■ Your assignment ■
Line by line, set down all the data below exactly, omitting any picture.

■ Supplied information ■
BEGIN
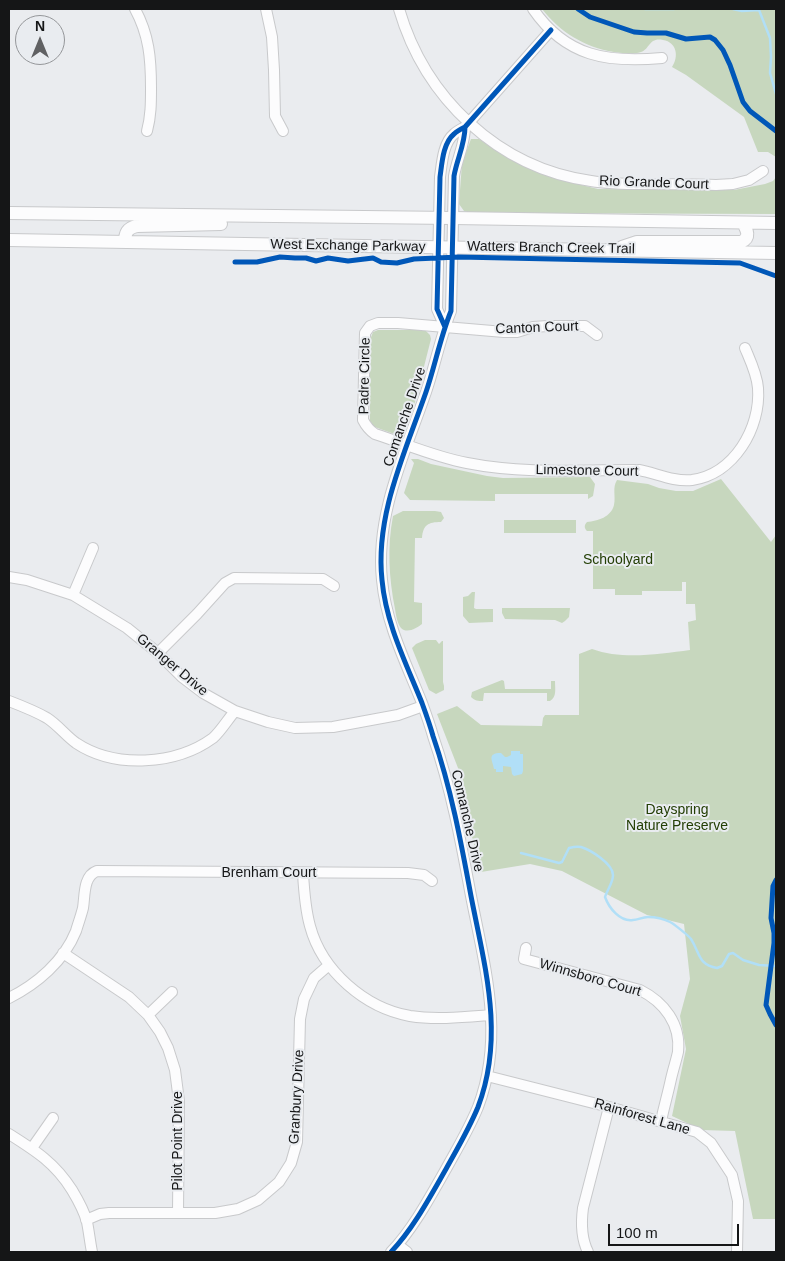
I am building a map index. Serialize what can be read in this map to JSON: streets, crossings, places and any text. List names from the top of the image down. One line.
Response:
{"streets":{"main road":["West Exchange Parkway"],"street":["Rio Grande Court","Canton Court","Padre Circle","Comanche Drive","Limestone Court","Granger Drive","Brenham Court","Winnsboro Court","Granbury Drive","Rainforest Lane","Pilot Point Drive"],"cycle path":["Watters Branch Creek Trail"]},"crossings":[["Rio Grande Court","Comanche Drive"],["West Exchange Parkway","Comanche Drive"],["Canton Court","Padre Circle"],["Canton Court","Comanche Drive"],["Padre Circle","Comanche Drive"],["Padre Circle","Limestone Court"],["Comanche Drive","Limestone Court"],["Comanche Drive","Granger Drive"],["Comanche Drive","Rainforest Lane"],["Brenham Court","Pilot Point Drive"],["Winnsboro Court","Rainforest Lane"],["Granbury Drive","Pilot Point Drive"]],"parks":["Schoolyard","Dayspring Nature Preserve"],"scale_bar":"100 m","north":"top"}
END
■ Exercise response ■
I am building a map index. Serialize what can be read in this map to JSON: streets, crossings, places and any text. List names from the top of the image down. One line.
Response:
{"streets":{"main road":["West Exchange Parkway"],"street":["Rio Grande Court","Canton Court","Padre Circle","Comanche Drive","Limestone Court","Granger Drive","Brenham Court","Winnsboro Court","Granbury Drive","Rainforest Lane","Pilot Point Drive"],"cycle path":["Watters Branch Creek Trail"]},"crossings":[["Rio Grande Court","Comanche Drive"],["West Exchange Parkway","Comanche Drive"],["Canton Court","Padre Circle"],["Canton Court","Comanche Drive"],["Padre Circle","Comanche Drive"],["Padre Circle","Limestone Court"],["Comanche Drive","Limestone Court"],["Comanche Drive","Granger Drive"],["Comanche Drive","Rainforest Lane"],["Brenham Court","Pilot Point Drive"],["Winnsboro Court","Rainforest Lane"],["Granbury Drive","Pilot Point Drive"]],"parks":["Schoolyard","Dayspring Nature Preserve"],"scale_bar":"100 m","north":"top"}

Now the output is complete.